Before the House Small Business Committee
October 17, 2001
Mr. Chairman, Ms. Ranking Member, and Members of the Small Business Committee, I would like to thank you for this opportunity to testify before you today to discuss current depreciation schedules and how we can make positive changes to the tax code in order to provide relief for our nations 24 million small businesses.
I am Robert Hughes, President of the National Association for the Self-Employed (NASE), a bipartisan, non-profit small business trade association founded in 1981 that represents over 180,000 members nationwide. Ninety percent (90%) of our membership consists of small businesses with six (6) or fewer employees. The NASEs primary goal is to help the self-employed meet the challenges of making their businesses successful. On a personal note, I have been a certified public accountant and small-business owner for 20 years. My CPA firm exclusively serves small businesses and their tax needs, thus I have a first hand knowledge of tax concerns faced by the self-employed.
Mr. Chairman, the recent tragedies have affected our great nation both emotionally and economically. More than ever, America needs small businesses to marshal their resources and grow the American economy by doing what they do best - create, innovate, produce, build and grow.

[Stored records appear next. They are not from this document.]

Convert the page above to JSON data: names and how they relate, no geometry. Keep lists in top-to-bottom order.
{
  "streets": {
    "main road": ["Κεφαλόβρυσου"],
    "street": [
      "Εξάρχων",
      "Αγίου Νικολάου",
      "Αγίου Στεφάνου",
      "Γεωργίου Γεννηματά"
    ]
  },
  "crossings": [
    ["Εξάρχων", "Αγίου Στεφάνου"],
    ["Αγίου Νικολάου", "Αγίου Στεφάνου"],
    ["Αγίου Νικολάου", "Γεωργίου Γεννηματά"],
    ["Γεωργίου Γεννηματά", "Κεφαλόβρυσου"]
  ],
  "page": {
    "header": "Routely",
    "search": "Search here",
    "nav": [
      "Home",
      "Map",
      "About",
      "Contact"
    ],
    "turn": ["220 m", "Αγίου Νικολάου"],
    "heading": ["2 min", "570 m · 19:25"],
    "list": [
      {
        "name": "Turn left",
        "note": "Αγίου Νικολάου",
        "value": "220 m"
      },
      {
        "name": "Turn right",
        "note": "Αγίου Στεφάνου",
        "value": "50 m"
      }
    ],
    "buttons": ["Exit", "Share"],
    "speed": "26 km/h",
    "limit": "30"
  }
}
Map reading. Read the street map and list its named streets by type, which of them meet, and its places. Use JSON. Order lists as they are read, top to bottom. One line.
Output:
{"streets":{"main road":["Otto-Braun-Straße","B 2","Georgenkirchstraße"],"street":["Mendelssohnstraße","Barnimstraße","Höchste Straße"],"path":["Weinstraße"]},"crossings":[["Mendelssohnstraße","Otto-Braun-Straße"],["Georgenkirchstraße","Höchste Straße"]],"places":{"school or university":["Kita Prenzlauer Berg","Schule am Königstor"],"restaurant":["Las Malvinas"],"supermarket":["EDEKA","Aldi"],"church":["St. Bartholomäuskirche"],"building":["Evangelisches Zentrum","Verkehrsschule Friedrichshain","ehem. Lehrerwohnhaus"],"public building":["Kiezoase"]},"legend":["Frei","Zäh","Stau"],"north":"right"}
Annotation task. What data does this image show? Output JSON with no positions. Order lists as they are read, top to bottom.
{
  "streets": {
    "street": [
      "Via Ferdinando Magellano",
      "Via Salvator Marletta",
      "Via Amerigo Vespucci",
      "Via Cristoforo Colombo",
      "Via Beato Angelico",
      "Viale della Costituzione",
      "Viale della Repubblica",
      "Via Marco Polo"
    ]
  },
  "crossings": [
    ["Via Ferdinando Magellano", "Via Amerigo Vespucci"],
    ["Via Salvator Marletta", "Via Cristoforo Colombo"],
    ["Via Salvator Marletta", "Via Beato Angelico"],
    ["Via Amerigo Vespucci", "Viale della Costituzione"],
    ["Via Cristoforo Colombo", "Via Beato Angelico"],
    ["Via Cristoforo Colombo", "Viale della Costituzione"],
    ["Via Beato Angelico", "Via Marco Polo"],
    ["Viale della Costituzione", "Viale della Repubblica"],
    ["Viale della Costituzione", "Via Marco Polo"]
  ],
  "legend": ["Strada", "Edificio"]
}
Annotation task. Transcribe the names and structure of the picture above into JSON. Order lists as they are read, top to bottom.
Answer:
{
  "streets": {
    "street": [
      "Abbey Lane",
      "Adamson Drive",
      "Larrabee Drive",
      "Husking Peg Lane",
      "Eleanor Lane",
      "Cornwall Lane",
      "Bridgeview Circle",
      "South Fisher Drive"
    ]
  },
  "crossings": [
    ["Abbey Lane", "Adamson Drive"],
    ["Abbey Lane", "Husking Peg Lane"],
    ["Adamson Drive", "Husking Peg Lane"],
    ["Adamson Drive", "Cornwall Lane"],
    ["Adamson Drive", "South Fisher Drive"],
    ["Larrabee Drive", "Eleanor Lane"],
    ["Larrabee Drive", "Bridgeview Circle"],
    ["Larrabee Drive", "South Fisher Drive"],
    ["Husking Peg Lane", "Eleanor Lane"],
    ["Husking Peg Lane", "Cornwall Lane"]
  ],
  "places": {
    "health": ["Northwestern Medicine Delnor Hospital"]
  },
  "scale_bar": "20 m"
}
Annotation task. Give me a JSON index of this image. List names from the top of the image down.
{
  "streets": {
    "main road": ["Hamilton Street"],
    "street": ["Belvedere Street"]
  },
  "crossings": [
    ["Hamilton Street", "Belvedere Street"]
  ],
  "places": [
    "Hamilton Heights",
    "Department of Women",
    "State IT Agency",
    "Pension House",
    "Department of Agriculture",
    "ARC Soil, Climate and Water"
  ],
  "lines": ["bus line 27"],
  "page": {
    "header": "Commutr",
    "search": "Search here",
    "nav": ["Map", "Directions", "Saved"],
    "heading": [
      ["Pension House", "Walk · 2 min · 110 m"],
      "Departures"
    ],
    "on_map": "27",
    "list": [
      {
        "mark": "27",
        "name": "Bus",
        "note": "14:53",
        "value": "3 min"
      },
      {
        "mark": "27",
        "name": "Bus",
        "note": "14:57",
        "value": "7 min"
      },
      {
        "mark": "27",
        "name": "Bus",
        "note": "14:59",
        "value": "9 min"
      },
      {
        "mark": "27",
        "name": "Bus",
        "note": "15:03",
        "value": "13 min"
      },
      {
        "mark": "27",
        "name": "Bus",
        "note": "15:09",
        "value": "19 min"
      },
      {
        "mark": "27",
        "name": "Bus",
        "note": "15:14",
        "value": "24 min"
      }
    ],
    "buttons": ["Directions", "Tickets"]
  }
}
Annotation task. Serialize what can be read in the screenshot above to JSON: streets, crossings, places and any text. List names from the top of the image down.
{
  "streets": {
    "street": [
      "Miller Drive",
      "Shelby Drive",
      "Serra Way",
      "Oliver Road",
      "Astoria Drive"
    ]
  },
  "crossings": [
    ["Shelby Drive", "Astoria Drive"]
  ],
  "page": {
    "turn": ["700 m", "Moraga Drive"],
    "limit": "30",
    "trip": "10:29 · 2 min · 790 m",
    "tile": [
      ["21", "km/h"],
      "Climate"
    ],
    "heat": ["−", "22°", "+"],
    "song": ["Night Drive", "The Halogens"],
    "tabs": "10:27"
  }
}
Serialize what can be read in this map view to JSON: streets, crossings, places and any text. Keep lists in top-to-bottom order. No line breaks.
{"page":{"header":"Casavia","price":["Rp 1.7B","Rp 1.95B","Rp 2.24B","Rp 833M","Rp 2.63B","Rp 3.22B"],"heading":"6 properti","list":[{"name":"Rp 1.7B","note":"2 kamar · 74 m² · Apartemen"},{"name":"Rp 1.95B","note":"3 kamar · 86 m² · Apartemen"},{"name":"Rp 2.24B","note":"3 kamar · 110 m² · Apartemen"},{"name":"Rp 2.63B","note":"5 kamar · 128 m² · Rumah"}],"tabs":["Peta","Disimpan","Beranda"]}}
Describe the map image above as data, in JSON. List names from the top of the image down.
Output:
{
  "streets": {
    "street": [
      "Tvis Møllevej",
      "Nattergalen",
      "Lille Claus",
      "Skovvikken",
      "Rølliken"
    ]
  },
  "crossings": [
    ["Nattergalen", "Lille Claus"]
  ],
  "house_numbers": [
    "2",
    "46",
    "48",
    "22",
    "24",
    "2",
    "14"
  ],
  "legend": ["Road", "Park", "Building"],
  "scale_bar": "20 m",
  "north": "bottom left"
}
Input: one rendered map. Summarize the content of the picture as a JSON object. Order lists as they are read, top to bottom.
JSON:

The advent of the Internet has made it increasingly important for the self-employed and small businesses to utilize technology and e-commerce to market and sell their products and services. IT tools help place small businesses on equal footing with larger, well-heeled competitors. Small businesses that employ IT tools, such as Internet access, have grown 46% faster than those that have not. By the year 2002, nearly 85% of all small businesses will conduct their business through the World Wide Web, keeping them competitive on a global scale. The lack of high-tech infrastructure and technology equipment remains a significant impediment to small-business expansion. The current tax code does not assist small business in acquiring the high-tech tools necessary to support continued efficiency and success.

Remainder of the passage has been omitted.